The influence of the camera motion compensation stage is presented in Table 2. Motion compensation has been computed for two cases: \(s=1\) and \(s=3\). On the UCF-11 dataset which contains video sequences with camera motion, the gain for the FCD is 10.55 % with \(s=1\) and 8.83 % with \(s=3\). This result shows the importance of camera motion compensation in the trajectory estimation stage. The increased performance of the method when using compensation before computing HOG and HOF descriptor shows that the estimated optical flow of the video sequence is more reliable. Critical points related to movements are better located and the information encoded by HOF descriptor is less disturbed and more relevant. With the best setting, the global gain with camera motion compensation is 2.1 % for the UCF-11 dataset. We reach a recognition rate of 89.99 %, one of the best in the literature for this dataset (Table 4).

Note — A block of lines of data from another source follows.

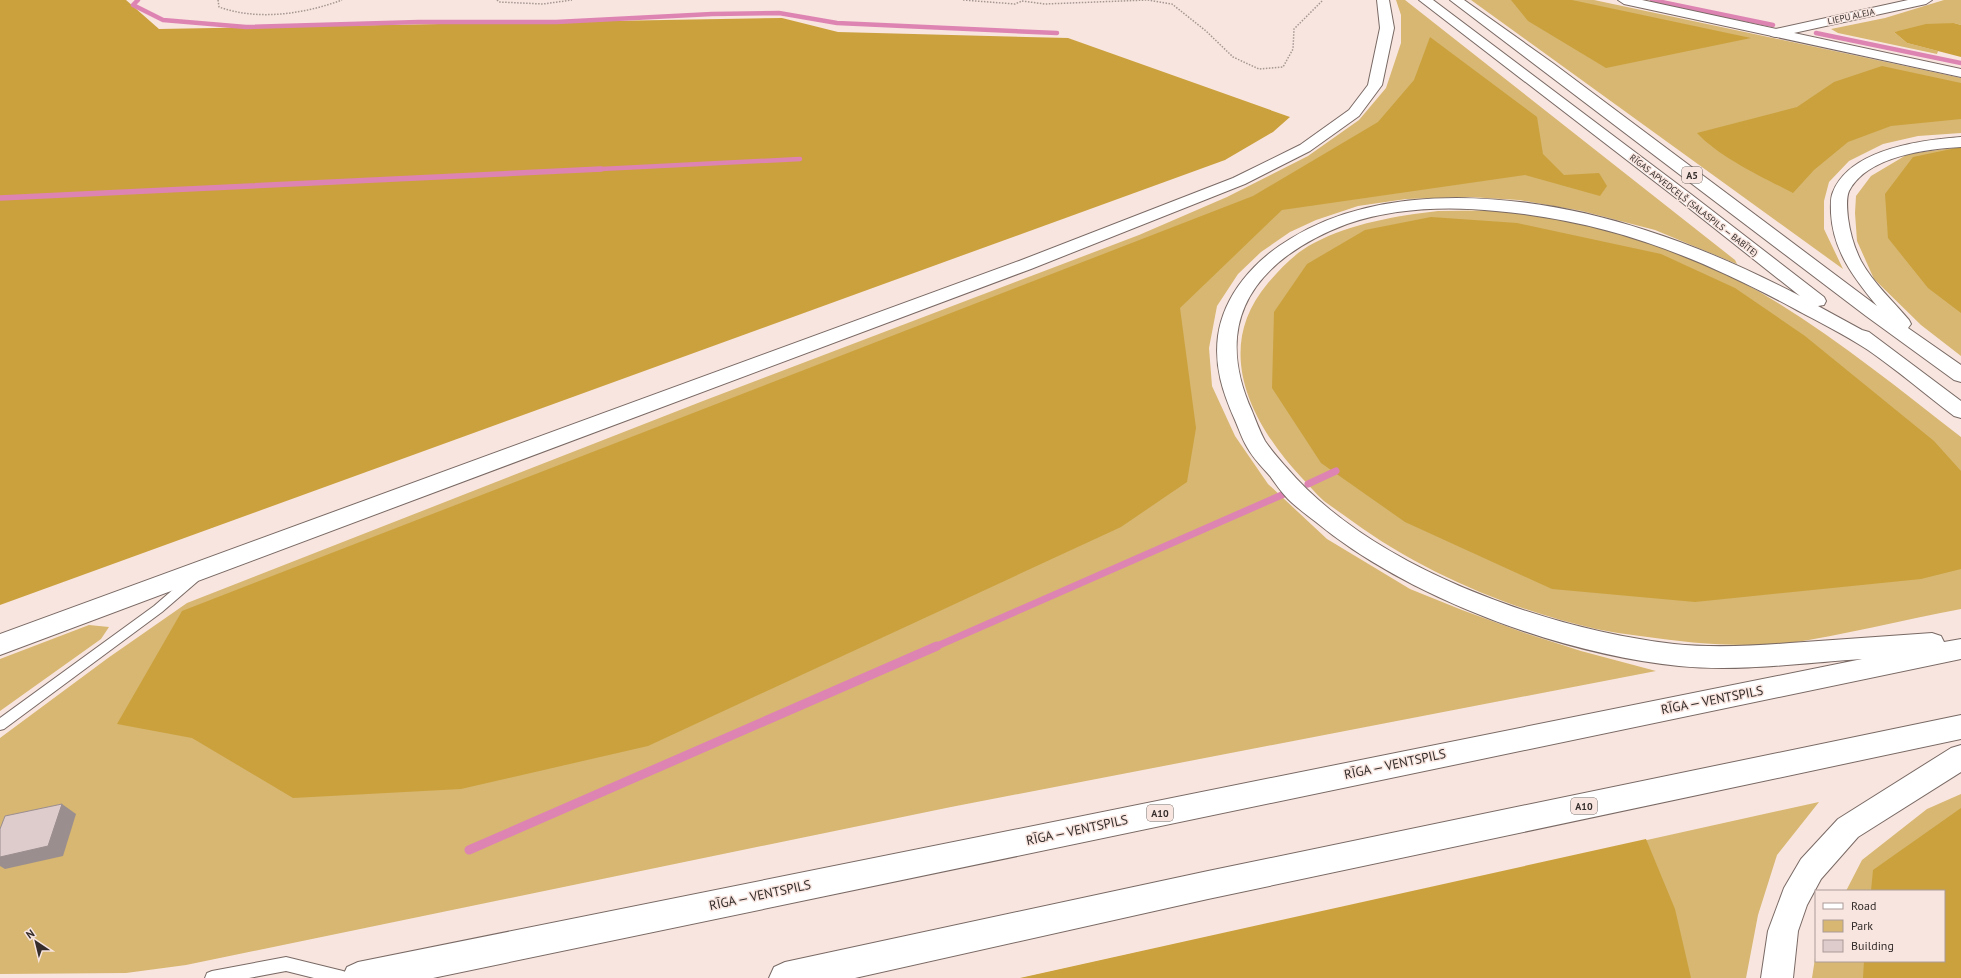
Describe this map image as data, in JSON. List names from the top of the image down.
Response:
{
  "streets": {
    "main road": [
      "LIEPU ALEJA",
      "A5",
      "RĪGAS APVEDCEĻŠ (SALASPILS — BABĪTE)",
      "RĪGA — VENTSPILS",
      "A10"
    ]
  },
  "legend": ["Road", "Park", "Building"],
  "north": "top left"
}
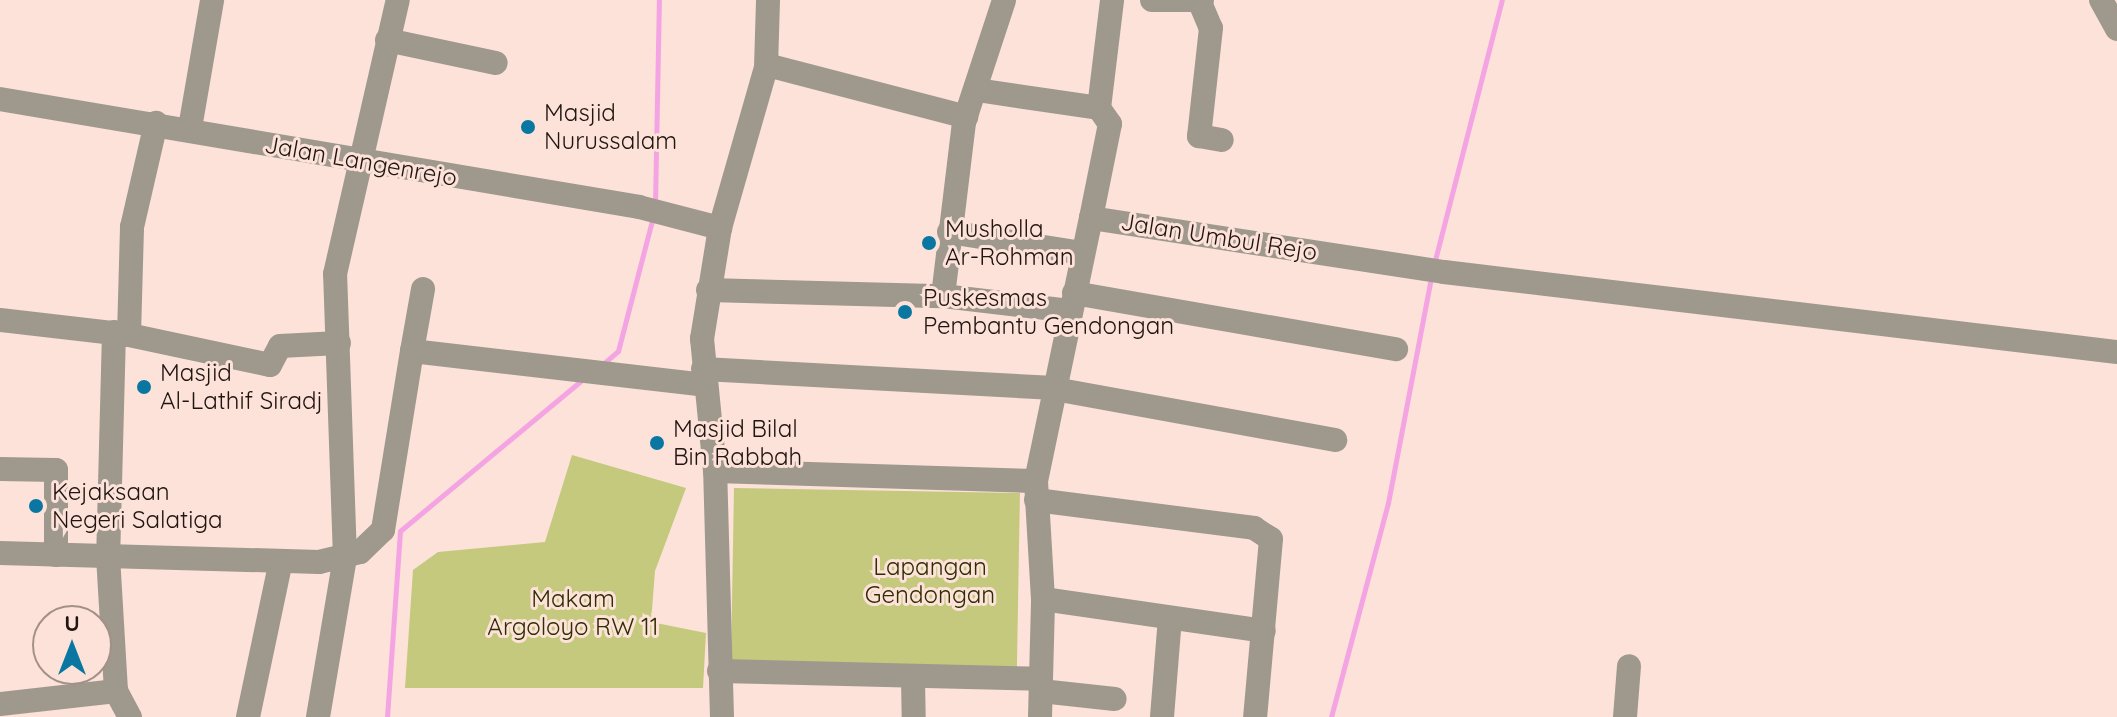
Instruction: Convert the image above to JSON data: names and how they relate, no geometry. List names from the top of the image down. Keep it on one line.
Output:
{"streets":{"street":["Jalan Langenrejo","Jalan Umbul Rejo"]},"parks":["Lapangan Gendongan","Makam Argoloyo RW 11"],"places":["Masjid Nurussalam","Musholla Ar-Rohman","Puskesmas Pembantu Gendongan","Masjid Al-Lathif Siradj","Masjid Bilal Bin Rabbah","Kejaksaan Negeri Salatiga"],"north":"top"}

4.3.3 Comparison with the state of the art
For the different datasets used, the approach proposed is compared with other methods of the literature in Tables 4 and 5. Table 3 shows the number of features per frame generated by our method on the UCF-50 dataset compared to method of [50] and [37]. It gives an indication of the number of features to generate to achieve a given recognition rate.
Shi et al. [37] propose a random selection of 10k features from a dense sampling strategy. Wang et al. [50] have one of the best recognition rates in the literature but generate a very high number of features. Moreover, it uses 8 spatial scales of trajectories and 30 channels of bag of features. 15 % of the execution time in this method is dedicated to data storage. Murthy et al. [26] compare the number of features per frame generated by the proposed method to the one of [50] after the step of ordered trajectories. When using one channel and trajectories of 15 frames, it uses 1.85 time less trajectories (11,657 versus 21,647 features). Referring to the features per frame rate of [50], it would give an average of 124.32 for [26] on the UCF-50 dataset with a recognition rate of 87.3%. For the UCF-50 dataset, our method uses 1200 critical points per scale and per channel, which gives a total of 10,800 points per video sequence and a features/frame of 70.6. The slight improvement obtained by the best methods compared to our approach (see Tables 4 and 5) has to be put into perspective with the significant increased complexity.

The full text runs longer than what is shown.